◆ TASK ITEM
Look at the entries below and restate word for word the lines from the first through the one that has "filter:drop-shadow(0 0 2px".

─── ENTRIES PROVIDED ───

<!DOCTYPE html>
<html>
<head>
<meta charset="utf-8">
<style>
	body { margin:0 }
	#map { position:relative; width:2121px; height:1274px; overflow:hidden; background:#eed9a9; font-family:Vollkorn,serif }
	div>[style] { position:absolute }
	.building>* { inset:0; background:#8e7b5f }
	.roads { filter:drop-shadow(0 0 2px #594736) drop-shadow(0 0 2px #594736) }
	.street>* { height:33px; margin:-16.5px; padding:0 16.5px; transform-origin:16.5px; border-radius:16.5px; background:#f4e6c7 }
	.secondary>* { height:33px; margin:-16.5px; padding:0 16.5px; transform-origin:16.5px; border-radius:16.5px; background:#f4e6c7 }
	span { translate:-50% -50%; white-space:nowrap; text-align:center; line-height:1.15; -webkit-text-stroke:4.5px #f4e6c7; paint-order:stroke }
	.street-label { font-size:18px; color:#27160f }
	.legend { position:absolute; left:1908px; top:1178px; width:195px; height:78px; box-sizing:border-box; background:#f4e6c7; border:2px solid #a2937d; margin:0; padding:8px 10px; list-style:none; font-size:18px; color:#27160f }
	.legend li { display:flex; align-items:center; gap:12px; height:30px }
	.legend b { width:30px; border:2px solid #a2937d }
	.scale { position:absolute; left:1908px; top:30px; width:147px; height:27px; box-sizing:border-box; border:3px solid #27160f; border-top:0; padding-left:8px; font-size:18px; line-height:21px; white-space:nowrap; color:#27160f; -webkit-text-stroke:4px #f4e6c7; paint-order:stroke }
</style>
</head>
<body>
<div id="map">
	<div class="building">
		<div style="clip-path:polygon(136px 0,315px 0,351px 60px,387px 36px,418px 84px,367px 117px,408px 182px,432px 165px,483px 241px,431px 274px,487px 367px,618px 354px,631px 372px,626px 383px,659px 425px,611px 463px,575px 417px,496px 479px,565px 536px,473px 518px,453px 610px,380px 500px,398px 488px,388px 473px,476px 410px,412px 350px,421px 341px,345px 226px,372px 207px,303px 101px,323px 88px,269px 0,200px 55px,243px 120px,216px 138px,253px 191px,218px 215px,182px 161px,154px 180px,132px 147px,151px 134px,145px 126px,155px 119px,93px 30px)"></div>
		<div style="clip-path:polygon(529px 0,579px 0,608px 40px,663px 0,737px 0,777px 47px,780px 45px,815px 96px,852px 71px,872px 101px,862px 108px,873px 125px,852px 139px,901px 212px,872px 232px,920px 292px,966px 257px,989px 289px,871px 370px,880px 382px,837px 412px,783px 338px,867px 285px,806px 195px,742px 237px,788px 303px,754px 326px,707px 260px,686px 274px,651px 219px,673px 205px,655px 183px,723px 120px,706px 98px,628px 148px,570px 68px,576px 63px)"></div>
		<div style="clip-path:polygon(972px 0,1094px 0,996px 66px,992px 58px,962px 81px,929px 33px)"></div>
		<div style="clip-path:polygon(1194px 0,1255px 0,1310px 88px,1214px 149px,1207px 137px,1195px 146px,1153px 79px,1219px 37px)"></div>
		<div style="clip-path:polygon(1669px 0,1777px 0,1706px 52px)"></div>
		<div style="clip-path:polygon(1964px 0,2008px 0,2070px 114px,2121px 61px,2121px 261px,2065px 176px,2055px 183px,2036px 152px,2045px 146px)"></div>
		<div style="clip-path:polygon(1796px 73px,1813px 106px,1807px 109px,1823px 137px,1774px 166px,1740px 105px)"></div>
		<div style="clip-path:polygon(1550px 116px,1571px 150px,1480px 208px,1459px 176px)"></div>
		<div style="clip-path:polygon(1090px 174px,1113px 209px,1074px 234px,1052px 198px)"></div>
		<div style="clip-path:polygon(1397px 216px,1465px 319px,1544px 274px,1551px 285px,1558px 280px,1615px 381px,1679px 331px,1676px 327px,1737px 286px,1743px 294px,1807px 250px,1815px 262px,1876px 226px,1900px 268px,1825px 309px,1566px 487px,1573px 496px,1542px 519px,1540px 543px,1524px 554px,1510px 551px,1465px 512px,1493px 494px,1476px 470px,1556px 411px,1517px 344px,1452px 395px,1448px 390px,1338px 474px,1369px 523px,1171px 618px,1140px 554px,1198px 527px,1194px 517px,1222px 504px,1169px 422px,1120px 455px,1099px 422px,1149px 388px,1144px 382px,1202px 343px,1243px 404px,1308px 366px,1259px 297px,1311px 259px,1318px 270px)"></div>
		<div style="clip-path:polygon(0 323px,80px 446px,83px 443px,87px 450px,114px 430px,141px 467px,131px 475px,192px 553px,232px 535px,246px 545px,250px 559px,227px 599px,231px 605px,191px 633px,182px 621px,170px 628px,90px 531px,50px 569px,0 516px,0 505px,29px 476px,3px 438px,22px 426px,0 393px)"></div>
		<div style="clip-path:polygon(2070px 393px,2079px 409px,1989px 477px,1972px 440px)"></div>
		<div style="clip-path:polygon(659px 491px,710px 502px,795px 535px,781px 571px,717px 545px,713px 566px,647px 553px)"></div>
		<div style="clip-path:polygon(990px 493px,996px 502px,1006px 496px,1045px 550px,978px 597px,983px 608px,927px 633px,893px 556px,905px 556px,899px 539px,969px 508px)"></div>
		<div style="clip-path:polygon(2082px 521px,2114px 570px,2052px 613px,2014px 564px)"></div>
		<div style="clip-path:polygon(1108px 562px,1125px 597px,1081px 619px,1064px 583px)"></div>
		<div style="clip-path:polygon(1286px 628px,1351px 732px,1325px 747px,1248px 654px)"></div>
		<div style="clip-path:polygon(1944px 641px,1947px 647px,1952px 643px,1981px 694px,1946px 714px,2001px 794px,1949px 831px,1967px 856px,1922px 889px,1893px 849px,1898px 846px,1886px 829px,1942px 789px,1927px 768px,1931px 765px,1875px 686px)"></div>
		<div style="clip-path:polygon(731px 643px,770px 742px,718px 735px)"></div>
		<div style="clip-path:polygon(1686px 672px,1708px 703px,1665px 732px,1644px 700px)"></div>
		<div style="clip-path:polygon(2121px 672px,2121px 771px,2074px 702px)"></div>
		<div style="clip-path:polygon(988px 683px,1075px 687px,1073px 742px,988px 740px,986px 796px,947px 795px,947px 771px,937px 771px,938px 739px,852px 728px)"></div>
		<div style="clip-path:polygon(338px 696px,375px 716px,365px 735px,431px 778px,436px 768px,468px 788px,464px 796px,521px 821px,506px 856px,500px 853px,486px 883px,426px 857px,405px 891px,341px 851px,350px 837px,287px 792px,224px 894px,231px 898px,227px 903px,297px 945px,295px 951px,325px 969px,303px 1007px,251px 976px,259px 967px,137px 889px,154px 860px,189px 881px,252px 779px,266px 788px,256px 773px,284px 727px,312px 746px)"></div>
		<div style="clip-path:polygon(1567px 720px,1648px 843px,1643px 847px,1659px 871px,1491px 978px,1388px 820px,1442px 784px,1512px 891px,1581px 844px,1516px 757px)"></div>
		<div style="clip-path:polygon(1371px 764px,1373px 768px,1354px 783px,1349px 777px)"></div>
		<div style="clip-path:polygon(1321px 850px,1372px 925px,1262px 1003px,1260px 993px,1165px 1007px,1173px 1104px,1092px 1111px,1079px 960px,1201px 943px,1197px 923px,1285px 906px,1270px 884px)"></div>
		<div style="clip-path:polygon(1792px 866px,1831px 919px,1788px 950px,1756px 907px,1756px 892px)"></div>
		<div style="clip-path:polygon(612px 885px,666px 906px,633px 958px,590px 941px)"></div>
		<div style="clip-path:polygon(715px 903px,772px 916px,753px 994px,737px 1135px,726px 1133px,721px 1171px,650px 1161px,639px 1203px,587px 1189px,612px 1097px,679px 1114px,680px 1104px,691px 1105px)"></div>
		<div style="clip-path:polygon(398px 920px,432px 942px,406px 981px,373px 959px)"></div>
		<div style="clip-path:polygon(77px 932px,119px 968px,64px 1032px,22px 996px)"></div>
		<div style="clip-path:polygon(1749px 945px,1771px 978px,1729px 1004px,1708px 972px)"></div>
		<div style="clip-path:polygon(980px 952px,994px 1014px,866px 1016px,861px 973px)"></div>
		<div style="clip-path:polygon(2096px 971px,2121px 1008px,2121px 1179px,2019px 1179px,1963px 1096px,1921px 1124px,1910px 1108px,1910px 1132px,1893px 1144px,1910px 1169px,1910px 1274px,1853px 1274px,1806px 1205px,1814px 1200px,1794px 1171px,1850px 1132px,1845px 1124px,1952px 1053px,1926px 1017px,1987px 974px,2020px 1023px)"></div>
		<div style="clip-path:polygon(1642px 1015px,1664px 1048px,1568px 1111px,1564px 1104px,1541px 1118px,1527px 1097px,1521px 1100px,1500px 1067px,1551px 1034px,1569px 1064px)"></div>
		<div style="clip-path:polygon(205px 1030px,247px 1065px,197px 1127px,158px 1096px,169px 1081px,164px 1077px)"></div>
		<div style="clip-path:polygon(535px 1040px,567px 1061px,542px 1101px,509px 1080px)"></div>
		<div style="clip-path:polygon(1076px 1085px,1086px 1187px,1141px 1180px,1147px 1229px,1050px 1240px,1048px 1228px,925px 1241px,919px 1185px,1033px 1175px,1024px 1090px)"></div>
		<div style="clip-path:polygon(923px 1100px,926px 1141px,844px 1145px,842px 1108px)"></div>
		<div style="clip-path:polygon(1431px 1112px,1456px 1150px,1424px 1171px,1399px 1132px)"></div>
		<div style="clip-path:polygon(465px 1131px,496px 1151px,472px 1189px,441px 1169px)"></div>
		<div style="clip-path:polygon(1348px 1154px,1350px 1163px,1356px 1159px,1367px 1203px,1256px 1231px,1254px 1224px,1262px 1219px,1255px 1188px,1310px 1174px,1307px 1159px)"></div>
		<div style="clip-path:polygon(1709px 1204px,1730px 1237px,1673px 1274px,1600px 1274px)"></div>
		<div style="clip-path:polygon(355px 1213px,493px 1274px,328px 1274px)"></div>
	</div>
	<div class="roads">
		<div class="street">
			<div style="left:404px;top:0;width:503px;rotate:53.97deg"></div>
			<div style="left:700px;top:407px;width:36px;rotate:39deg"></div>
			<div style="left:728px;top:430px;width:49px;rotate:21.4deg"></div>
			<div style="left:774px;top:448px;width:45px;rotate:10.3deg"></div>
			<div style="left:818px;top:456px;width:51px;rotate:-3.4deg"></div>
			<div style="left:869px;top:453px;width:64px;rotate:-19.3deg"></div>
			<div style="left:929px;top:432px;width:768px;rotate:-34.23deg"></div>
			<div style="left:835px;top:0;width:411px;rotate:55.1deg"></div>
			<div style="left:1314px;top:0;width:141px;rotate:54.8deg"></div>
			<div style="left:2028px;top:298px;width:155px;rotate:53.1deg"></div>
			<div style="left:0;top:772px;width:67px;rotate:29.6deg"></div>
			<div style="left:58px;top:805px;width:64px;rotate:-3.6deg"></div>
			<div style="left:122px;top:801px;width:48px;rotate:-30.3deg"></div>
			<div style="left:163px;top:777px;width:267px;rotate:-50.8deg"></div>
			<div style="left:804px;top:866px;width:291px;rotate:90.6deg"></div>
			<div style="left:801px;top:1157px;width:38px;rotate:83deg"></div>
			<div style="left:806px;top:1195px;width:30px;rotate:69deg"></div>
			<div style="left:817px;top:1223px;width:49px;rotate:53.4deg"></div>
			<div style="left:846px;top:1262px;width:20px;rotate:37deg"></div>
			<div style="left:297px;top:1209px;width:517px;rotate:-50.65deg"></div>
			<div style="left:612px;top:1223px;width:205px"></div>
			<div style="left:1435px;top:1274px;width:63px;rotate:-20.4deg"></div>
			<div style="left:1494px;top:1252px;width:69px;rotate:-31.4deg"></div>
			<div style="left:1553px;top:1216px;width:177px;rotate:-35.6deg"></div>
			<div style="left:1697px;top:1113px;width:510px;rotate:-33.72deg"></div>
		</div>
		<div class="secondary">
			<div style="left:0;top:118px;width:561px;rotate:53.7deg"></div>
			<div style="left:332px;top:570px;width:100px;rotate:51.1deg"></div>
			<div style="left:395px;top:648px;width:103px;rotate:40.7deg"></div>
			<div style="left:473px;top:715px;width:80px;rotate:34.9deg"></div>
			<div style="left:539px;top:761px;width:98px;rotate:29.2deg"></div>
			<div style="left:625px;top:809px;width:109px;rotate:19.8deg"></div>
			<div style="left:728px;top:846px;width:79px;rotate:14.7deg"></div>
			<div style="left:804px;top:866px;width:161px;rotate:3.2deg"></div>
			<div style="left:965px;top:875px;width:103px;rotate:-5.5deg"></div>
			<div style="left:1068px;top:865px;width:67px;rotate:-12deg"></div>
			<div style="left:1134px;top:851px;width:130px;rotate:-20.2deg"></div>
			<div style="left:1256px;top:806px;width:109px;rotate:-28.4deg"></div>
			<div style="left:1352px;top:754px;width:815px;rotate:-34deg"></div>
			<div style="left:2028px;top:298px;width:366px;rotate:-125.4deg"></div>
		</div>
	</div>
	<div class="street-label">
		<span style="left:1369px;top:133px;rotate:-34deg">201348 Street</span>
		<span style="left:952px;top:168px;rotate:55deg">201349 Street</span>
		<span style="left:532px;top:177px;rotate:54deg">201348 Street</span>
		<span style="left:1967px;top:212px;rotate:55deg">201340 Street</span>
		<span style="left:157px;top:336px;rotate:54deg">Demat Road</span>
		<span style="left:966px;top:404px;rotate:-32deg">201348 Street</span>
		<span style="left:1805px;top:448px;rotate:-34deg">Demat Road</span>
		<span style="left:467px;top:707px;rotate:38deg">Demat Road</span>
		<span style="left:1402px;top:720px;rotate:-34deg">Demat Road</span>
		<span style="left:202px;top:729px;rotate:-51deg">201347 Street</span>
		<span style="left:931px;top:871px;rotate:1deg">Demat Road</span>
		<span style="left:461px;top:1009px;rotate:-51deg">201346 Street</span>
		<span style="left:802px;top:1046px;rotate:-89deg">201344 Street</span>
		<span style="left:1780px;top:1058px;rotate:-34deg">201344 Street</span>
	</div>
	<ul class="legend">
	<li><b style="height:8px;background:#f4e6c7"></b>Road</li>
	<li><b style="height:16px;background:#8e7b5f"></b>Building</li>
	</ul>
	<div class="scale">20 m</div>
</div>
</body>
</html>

───

◆ YOUR RESPONSE
<!DOCTYPE html>
<html>
<head>
<meta charset="utf-8">
<style>
	body { margin:0 }
	#map { position:relative; width:2121px; height:1274px; overflow:hidden; background:#eed9a9; font-family:Vollkorn,serif }
	div>[style] { position:absolute }
	.building>* { inset:0; background:#8e7b5f }
	.roads { filter:drop-shadow(0 0 2px #594736) drop-shadow(0 0 2px #594736) }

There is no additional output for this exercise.